Tüm ürün ve hizmet kategorilerindeki pazarlamacılar, marka kararlarında artan ölçüde algılanan kalitenin önemini kavramaya başlamışlardır. Ürün kalitesi, firmanın

rekabetçi avantaj sağlayabilmesi için gerekli kaynaklardan birisi niteliğindedir. Ürünle ilgili önemli özelliklerin seçimi, karşılaştırma standartlarının birey tarafından seçilmesi ve müşteriler açısından hangi unsurların önemli olduğuna dair yargılar dahil edildiği için kalite objektif bir ölçü olmamaktadır (Zeithaml, 1988; Aaker, 1991). Algılanan kalite temel olarak müşterilerin kavrayışıdır. Algılanan kalite fiziksel olmayan bir değer olup bir marka hakkındaki geniş kapsamlı hisleri temsil etmektedir.

Müşterilerin kendilerini özel ve değerli hissetmelerini sağlamak, personelin düzgün görünümü, dağıtım kanalları, marka imajı, fiyatlar, dizayn gibi algılanan kalitenin bazı unsurları yüksek ve düşük finansal performansı birbirinden ayıran unsurlar olarak saptanmıştır (Kim ve diğerleri, 2003; Lin ve Kao, 2004). Bu tür kriterlerin oluşturulması algılanan kaliteyi doğrudan etkilemekte, dolayısı ile tüketicilerin marka hakkındaki düşüncelerine de şekil vermektedir. Belirtilen unsurların yerine getirilmesi, markanın algılanan kalitesini artıracak ve bu da doğrudan markanın satışlarına ve bağlılığın oluşumuna yansıyacaktır.

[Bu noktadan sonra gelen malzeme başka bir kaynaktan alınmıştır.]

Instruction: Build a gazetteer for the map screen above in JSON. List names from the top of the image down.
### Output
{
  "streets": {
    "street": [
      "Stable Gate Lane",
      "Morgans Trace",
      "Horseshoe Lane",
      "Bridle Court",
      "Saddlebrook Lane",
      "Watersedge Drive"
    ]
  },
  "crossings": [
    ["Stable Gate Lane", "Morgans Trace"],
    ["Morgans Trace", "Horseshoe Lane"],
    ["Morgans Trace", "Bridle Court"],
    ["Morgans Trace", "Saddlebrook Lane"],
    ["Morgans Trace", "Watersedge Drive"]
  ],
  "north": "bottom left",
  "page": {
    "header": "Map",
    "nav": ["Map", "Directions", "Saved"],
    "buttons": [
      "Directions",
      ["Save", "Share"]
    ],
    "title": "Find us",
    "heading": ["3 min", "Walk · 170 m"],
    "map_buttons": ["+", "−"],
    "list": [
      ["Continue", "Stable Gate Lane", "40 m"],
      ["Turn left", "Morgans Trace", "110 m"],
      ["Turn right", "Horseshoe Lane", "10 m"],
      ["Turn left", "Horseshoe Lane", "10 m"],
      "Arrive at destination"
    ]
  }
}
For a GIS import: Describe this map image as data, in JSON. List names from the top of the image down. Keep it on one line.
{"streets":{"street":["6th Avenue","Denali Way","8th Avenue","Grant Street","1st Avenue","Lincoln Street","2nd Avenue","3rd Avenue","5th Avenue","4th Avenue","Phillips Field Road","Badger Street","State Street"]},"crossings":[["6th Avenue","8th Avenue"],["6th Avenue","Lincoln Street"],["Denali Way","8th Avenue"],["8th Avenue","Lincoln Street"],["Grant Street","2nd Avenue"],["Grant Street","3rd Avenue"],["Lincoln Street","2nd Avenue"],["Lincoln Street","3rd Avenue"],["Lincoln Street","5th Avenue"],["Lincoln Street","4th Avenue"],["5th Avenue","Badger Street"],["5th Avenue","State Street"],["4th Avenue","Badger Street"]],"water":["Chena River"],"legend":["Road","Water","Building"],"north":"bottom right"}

Algılanan kalite fiyat değeri olumsuz etkilediği durumlarda ürün ya da hizmetin algılanan değerini olumlu etkiler (Chang ve Wildt, 1994; Hellier ve diğerleri, 2003). Mantıksal olarak yüksek kalite değer için bir önkoşul değildir çünkü kalitede meydana gelen düşüş fiyat düşüşüyle karşılanabilir. Bununla birlikte araştırmalar kaliteyle değer algısı arasında pozitif ilişki olduğunu desteklemektedirler (Örneğin;. Andreassen ve Lindestad, 1998; Choi ve diğerleri, 2004; Cronin ve diğerleri, 2000; Zins, 2001).

Bazı araştırmacılar algılanan kaliteyi, müşterinin zaman içerisinde belirli örneklerden tecrübe ettiği memnuniyet ya da memnuniyetsizlikten etkilenen nispeten durağan bir hizmet algısı gibi değerlendirmektedirler (Örneğin; Andreassen ve Lindestad, 1998; Choi ve diğerleri, 2004; Cronin ve diğerleri, 2000; Zins, 2001).

Diğer araştırmacılar algılanan kaliteyi memnuniyetin sonucu değil de önceliği olarak tasvir etmektedirler (Anderson ve Sullivan, 1993; Cronin ve Taylor, 1992; Crosby ve Stephens, 1987; Danaher ve Gallagher, 1997; Fornell ve diğerleri, 1996; Spreng ve Mackoy, 1996; Wels-Lips ve diğerleri, 1998; Woodside ve diğerleri, 1989). Bundan başka, hizmet kalitesinin bütünü ile ilgili müşteri algısı ve müşteri memnuniyeti arasındaki nedenselliği araştıran bazı araştırmalar deneysel olarak birinin diğerinden

önce ilerlediğini tespit etmenin zor olduğunu bulmuşlardır (McAlexander ve diğerleri, 1994; Taylor ve Baker, 1994; Taylor ve Cronin, 1994).